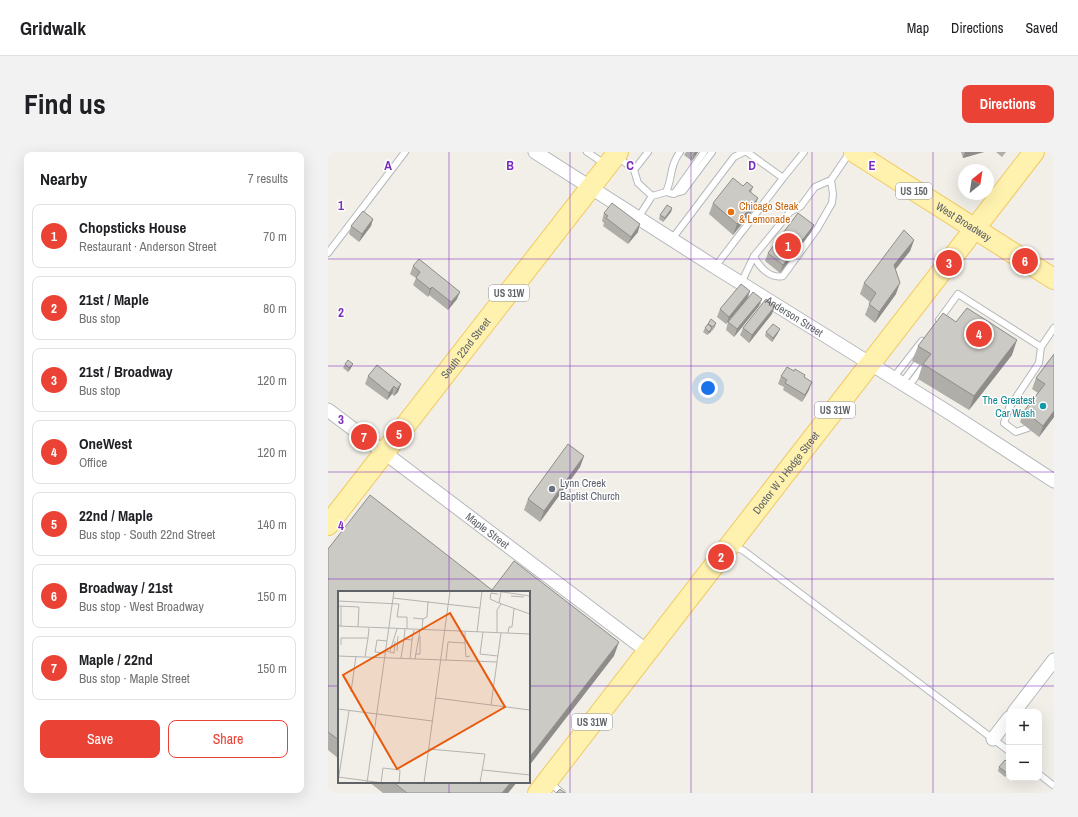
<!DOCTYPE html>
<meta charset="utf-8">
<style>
body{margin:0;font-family:"Archivo Narrow",sans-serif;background:#f2f2f2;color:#202124}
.controls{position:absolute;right:12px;bottom:12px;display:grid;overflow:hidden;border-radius:8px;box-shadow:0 4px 16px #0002}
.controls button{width:36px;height:36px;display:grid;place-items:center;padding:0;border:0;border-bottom:1px solid #e0e0e0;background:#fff;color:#202124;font:20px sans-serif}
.compass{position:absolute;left:630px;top:12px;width:36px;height:36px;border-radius:50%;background:#fff;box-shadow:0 4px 16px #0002;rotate:30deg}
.you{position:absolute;left:380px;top:236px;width:14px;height:14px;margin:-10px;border:3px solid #fff;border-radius:50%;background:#1a73e8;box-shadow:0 0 0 6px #1a73e833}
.badge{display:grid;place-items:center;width:26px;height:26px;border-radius:50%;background:#ea4335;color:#fff;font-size:13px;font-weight:700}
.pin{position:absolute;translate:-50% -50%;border:2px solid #fff;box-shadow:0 1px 4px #0006}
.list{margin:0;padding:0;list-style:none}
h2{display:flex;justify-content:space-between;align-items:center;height:52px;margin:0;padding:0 16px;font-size:17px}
h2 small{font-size:13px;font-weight:400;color:#757577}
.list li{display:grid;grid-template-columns:26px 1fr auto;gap:12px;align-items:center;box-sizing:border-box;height:64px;margin:0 8px 8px;padding:0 8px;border:1px solid #e0e0e0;border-radius:8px}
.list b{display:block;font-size:15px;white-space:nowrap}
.list p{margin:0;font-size:13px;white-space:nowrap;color:#757577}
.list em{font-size:13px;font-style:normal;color:#757577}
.actions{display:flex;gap:8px;padding:12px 16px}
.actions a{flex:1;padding:9px 0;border:1px solid #ea4335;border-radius:8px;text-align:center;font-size:14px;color:#ea4335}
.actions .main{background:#ea4335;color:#fff}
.map{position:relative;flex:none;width:726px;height:641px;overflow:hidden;border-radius:8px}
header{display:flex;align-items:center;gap:24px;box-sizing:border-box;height:56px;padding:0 20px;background:#fff;border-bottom:1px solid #e0e0e0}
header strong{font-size:19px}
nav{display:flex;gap:22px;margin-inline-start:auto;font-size:14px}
.intro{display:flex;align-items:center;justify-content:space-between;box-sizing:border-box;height:96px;padding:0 24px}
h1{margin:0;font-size:28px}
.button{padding:10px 18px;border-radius:8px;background:#ea4335;color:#fff;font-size:14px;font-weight:700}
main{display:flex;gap:24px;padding:0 24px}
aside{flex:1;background:#fff;border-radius:8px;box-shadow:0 4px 16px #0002}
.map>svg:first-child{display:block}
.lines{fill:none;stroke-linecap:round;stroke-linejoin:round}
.service-casing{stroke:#b5b8bc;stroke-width:8}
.minor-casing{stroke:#b5b8bc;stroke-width:15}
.primary-casing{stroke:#f2c960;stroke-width:22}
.path{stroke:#9cc7a9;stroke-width:2.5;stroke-dasharray:4 2;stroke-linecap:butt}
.service{stroke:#fff;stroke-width:6}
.minor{stroke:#fff;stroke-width:13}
.primary{stroke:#fff2af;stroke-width:20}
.wall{fill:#afaea9}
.shaded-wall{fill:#8f8d8a}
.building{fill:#cccac5;stroke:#8f8d8a}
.grid{fill:none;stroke:#7b2cbf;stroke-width:1;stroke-opacity:0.55}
.food-dot{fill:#e8710a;stroke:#fff;stroke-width:1.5}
.culture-dot{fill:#0f9aa8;stroke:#fff;stroke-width:1.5}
.worship-dot{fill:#6b7280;stroke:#fff;stroke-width:1.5}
.labels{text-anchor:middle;stroke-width:3;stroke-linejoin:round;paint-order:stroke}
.shield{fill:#fff;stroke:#8f9295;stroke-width:1}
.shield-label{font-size:10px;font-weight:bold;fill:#5f6368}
.food-label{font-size:11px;fill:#c56008;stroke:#fff;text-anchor:start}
.street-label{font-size:11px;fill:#5f6368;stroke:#fff}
.culture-label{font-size:11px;fill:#0d838f;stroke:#fff;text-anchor:end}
.worship-label{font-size:11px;fill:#5b616d;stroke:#fff;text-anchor:start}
.inset-road{fill:none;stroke:#b3b3b1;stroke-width:1}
.view{fill:#e8590c;fill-opacity:0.15;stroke:#e8590c;stroke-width:2}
.inset-edge{fill:none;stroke:#5f6368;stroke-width:2}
.grid-label{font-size:13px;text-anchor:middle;font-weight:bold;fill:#7b2cbf;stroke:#fff;stroke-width:3;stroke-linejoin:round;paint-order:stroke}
</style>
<header>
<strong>Gridwalk</strong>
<nav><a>Map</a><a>Directions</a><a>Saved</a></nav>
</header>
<div class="intro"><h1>Find us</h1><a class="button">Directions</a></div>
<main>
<aside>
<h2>Nearby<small>7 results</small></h2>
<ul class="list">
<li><span class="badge">1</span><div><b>Chopsticks House</b><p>Restaurant · Anderson Street</p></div><em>70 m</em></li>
<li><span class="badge">2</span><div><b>21st / Maple</b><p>Bus stop</p></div><em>80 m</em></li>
<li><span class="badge">3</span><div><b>21st / Broadway</b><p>Bus stop</p></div><em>120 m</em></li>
<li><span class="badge">4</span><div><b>OneWest</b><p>Office</p></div><em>120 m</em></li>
<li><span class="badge">5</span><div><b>22nd / Maple</b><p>Bus stop · South 22nd Street</p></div><em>140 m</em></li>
<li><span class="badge">6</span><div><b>Broadway / 21st</b><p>Bus stop · West Broadway</p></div><em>150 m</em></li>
<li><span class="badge">7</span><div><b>Maple / 22nd</b><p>Bus stop · Maple Street</p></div><em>150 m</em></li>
</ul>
<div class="actions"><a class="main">Save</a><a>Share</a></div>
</aside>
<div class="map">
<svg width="726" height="641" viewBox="0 0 726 641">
<rect width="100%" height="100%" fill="#f1efe8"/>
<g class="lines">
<defs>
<path id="service" d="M259,0L277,12
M419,0L455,26L476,0
M289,4L306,18L310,31L324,44L338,40C345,25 341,15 352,0
M306,18L320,0
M338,40L346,42L376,0
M347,41L355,39L384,0
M310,66L324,44
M344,87L406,5L416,0
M0,101L77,0
M426,104C431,115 442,127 455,124L489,77L504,51L505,42L503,28
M387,115L455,26
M413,131L426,104L462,60L473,54L487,35L503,28L522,0
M611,168L630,142L713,195L726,176
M565,226L594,189
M574,231L589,211
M580,235L595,215
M700,276L688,280L676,271L681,256L711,211L713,195
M404,393L416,399L681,599
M711,622L726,634
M222,631L234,641"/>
<g id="minor">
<path id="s1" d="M207,0L387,115L620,260L726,329"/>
<path id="s2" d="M0,258L319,499"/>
<path d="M686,560L726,508"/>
<path d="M665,587L681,566"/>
</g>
<g id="primary">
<path id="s3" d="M526,0L726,127"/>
<path id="s4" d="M0,373L290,0"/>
<path id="s5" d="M210,641L706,0"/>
</g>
</defs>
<use href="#service" class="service-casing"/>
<use href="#minor" class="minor-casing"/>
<use href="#primary" class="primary-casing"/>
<path class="path" d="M644,47L648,42"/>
<use href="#service" class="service"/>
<use href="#minor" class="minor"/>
<use href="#primary" class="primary"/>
</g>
<path class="wall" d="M358,0H370L364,9L356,3Z
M633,0H656L635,6Z
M668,0H678L674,5Z
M425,35L423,41L426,57L405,83L381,62L385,51Z
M344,56L343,60L335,70L331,67L332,63Z
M276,61L310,80L300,92L275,74L276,71L274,69Z
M45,67L43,74L31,90L21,82L23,74Z
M483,80L452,121L437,109L440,101Z
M586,88L582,99L568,117V142L547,171L537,163L542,150L532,142L536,131Z
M85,114L129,147L120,158L101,143L100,145L85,133L88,126L82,122Z
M422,139L419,147L398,172L389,165L392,157Z
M431,154L406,185L398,178L400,170Z
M444,162L421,191L412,183L415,176Z
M628,170L684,203L641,258L590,227L594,214L584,209L590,194Z
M388,171L387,175L384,179L383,178L379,183L375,180L377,176L380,172Z
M438,180L450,181L444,190L437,184Z
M726,202V265L711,285L692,270L696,259L710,241L704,237L708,226Z
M17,212L23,216L20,220L15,216Z
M466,219L477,223L476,225L481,238L474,250L455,238L456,235L450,232L453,224Z
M40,224L73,232L70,240L66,244L64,242L59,248L37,232Z
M256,304L252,315L212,370L196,358L200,347Z
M0,397L164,438L286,504L11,440V607L0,598Z
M671,615L681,620L677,625L670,619Z
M41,630H189L180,641H55Z"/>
<path class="shaded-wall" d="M367,0H370L364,9L366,1Z
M637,0H656L635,6Z
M430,46L426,57L405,83L409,72Z
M344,56L343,60L335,70L337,66Z
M45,67L43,74L31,90L34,82Z
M312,72L310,80L300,92L303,85Z
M486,73L483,80L452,121L455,113Z
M586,88L582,99L562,124L566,113Z
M572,131L568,142L547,171L551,160Z
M104,135L101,143L100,145L102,137Z
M422,139L419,147L398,172L401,165Z
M132,140L129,147L120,158L123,150Z
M434,147L431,154L406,185L409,177Z
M447,154L444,162L421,191L424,183Z
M384,176L383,180L379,183L381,180Z
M452,177L450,181L444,190L445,186Z
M689,188L684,203L641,258L646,244Z
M25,212L23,216L20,220L21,216Z
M484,230L481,238L474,250L477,243Z
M73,232L70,240L66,244L69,237Z
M66,234L64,242L59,248L61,241Z
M726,259V265L711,285L715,274Z
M256,304L252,315L212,370L216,359Z
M291,490L286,504L201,614V606Z
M681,618V620L677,625L679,621Z
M183,630H189L180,641H174Z"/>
<path class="building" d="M405,26L415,34L419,30L425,35L421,39L430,46L409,72L385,51Z
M284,51L312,72L303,85L278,66L280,64L276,61Z
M339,53L344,56L337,66L332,63Z
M35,59L45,67L34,82L23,74Z
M470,61L486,73L455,113L440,101Z
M576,78L586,88L566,113L572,131L551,160L541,152L548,141L536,131Z
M91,107L132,140L123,150L104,135L102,137L88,126L92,120L85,114Z
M413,132L422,139L401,165L392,157Z
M425,140L434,147L409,177L400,170Z
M438,147L447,154L424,183L415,176Z
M639,156L689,188L646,244L595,212L603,202L590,194L615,161L628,170Z
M383,167L388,171L385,175L380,172Z
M380,172L384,176L381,180L377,176Z
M445,172L452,177L445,186L438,180Z
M726,202V259L715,274L696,259L717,232L708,226Z
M20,208L25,212L21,216L17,212Z
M49,213L73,232L69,237L66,234L61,241L40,224Z
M459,215L466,219L467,217L477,223L476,225L484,230L477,243L457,231L459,228L453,224Z
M240,292L256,304L216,359L200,347Z
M42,343L164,438L186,409L291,490L201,606V440H11V588L0,580V397Z
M677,608L681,611V618L679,621L671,615Z
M65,630H183L174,641H79Z
M232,637L237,641H228Z"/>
<path class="grid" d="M121,0V440M242,0V641M363,0V641M484,0V641M605,0V641M0,107H726M0,214H726M0,320H726M0,427H726M0,534H11M201,534H726M121,630V641"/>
<circle class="food-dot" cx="403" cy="60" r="4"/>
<circle class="culture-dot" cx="715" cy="254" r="4"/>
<circle class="worship-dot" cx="224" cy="337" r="4"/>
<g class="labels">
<g class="shield">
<rect x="568" y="31" width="36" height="16" rx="3"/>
<rect x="161" y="133" width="40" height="16" rx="3"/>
<rect x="487" y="250" width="40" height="16" rx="3"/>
<rect x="244" y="562" width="40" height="16" rx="3"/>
</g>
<g class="shield-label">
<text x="586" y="43">US 150</text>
<text x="181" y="145">US 31W</text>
<text x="507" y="262">US 31W</text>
<text x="264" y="574">US 31W</text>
</g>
<g class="food-label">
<text x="411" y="58">Chicago Steak<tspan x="411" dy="13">&amp; Lemonade</tspan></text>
</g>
<g class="street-label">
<text dy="4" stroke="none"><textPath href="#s3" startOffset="130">West Broadway</textPath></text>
<text dy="4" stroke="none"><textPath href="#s1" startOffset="307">Anderson Street</textPath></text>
<text dy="4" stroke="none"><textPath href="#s4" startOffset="224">South 22nd Street</textPath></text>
<text dy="4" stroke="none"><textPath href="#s5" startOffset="405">Doctor W J Hodge Street</textPath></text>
<text dy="4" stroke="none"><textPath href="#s2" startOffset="200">Maple Street</textPath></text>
</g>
<g class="culture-label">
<text x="707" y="252">The Greatest<tspan x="707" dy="13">Car Wash</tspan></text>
</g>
<g class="worship-label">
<text x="232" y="335">Lynn Creek<tspan x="232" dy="13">Baptist Church</tspan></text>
</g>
</g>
<g transform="translate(10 439)">
<rect width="192" height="192" fill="#f1efe8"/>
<path class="inset-road" d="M158,0L192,5M163,1L161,12L192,23M160,3L153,2L152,8L161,12M173,5L186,6M55,7L142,17M0,10L61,13L59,26H69V38M0,15L21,16L20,36M3,15V35M75,27L85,28L84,38M85,28L89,26L90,10M0,35L51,37M51,37L192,43M67,38L66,48L74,49L76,39M139,41L144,0M145,41L142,63L160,65M159,42V19L163,13M170,42L171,36H174L176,18M127,52L128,66L132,65M3,54V47H30L31,37M48,60L56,62L57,50M52,60L59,38M59,60L60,45M47,62L37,61L39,49L49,50M77,63H82V45M0,65L159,71M27,66L30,47M63,67L66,48M72,68L74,49M77,68L82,39M108,69L110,51L127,52V41M13,101L18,65M98,107L192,119M153,114L163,42M0,118L94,130M91,158L147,163L142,192M145,179L192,184M0,186L45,192M0,191L11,120M29,192L56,0M43,192L45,177L62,179L61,192M86,192L112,0"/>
<path class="view" d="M112,22L167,116L59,178L5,84Z"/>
<rect width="192" height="192" class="inset-edge"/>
</g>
<g class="grid-label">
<text x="60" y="18">A</text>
<text x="182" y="18">B</text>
<text x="302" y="18">C</text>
<text x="424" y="18">D</text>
<text x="544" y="18">E</text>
<text x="13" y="58">1</text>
<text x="13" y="165">2</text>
<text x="13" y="272">3</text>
<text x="13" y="378">4</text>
</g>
</svg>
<div class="controls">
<button>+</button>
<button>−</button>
</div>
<svg class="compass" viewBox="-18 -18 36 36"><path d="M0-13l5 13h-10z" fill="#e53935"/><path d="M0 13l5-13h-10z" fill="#757577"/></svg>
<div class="you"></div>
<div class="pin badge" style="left:460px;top:94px">1</div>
<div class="pin badge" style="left:393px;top:405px">2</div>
<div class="pin badge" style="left:621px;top:111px">3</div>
<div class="pin badge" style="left:651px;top:182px">4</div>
<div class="pin badge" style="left:71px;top:282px">5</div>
<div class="pin badge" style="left:697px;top:109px">6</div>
<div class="pin badge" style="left:36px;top:285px">7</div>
</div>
</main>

====================

_Exercise prompt_
The reply should hold an exact repeat of the entries from their opening line through the line with "solid #fff;border-radius:50%;background:#1a73e8;box-shadow:0 0", and no pictures at all.

_Solved problem_
<!DOCTYPE html>
<meta charset="utf-8">
<style>
body{margin:0;font-family:"Archivo Narrow",sans-serif;background:#f2f2f2;color:#202124}
.controls{position:absolute;right:12px;bottom:12px;display:grid;overflow:hidden;border-radius:8px;box-shadow:0 4px 16px #0002}
.controls button{width:36px;height:36px;display:grid;place-items:center;padding:0;border:0;border-bottom:1px solid #e0e0e0;background:#fff;color:#202124;font:20px sans-serif}
.compass{position:absolute;left:630px;top:12px;width:36px;height:36px;border-radius:50%;background:#fff;box-shadow:0 4px 16px #0002;rotate:30deg}
.you{position:absolute;left:380px;top:236px;width:14px;height:14px;margin:-10px;border:3px solid #fff;border-radius:50%;background:#1a73e8;box-shadow:0 0 0 6px #1a73e833}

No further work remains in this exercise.